There’s a lot of talk right now around the idea of Javascript fatigue. There is so much stuff to put in a JS project nowadays. Let’s build a new app: we want to use ES2015 (aka. ES6) so we need the Babel transpiler. We want to use Babel so we need a module bundler like Browserify or Webpack. So which one do we pick? Then we want to start using React, but universal (aka. isomorphic) apps seem like a great idea, let’s try that out. Hmm… how do we do that? Ok, let’s download a boilerplate. Which boilerplate do we pick? Ah, lets grab this one. It’s got Babel for ES6, it uses Webpack, it’s configured for universal React, it’s got an Express server ready, uses Redux as the Flux store, handles user sessions with the browser local storage API, JSON web tokens for authentication, React Router for universal routing…

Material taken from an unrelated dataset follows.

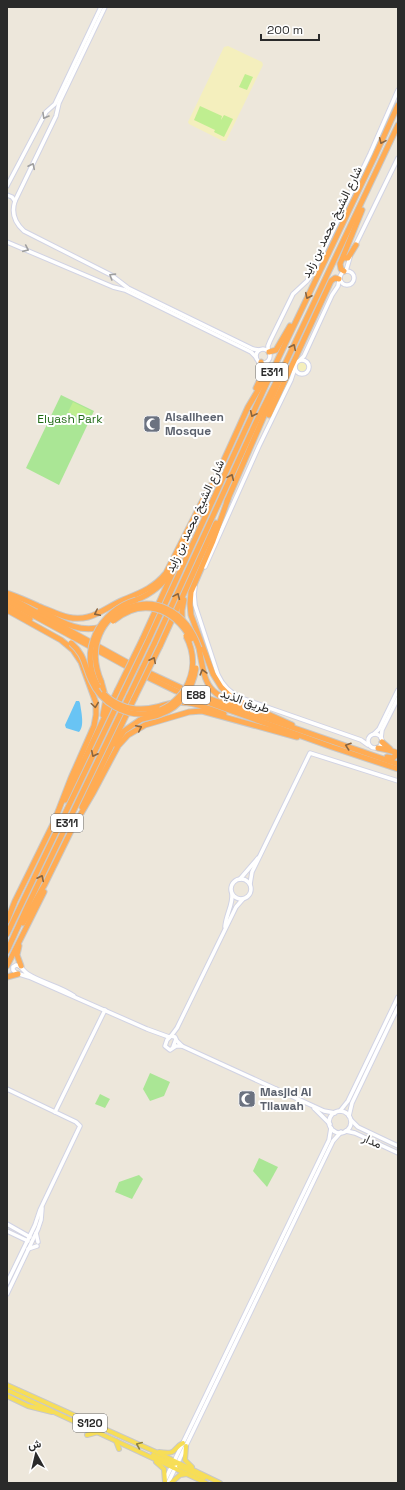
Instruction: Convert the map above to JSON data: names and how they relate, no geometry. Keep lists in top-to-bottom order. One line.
{"streets":{"highway":["شارع الشيخ محمد بن زايد","E311","E88","طريق الذيد"],"main road":["S120"],"street":["مدار"]},"parks":["Elyash Park"],"places":{"mosque":["Alsaliheen Mosque","Masjid Al Tilawah"]},"scale_bar":"200 m","north":"top"}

What were we building again?

I think React, in all its power and flexibility, started the hype around the awesome toolchains you can build around it. But that’s accelerated the collective fatigue that developers are feeling these days.

If you want to start doing React, check out the project jarsbe/react-simple on GitHub. It’s nothing but an index.html with 4 scripts loaded via CDN that lets you write beautiful React code with ES6. Just like the good old days where all you needed was <script src="jquery.js"></script> to get hacking.

My first React project got started much in the same way: one <script> for React core, and another for the in-browser JSX transformer. Webpack, Babel, React Router, and their ilk fell into the project very naturally as the product gradually fleshed out, and those technologies became necessary.

MVP

To me, Javascript fatigue feels like picking out an engine, transmission, and tires when I just want to build a skateboard. Fortunately, it doesn’t have to be this way!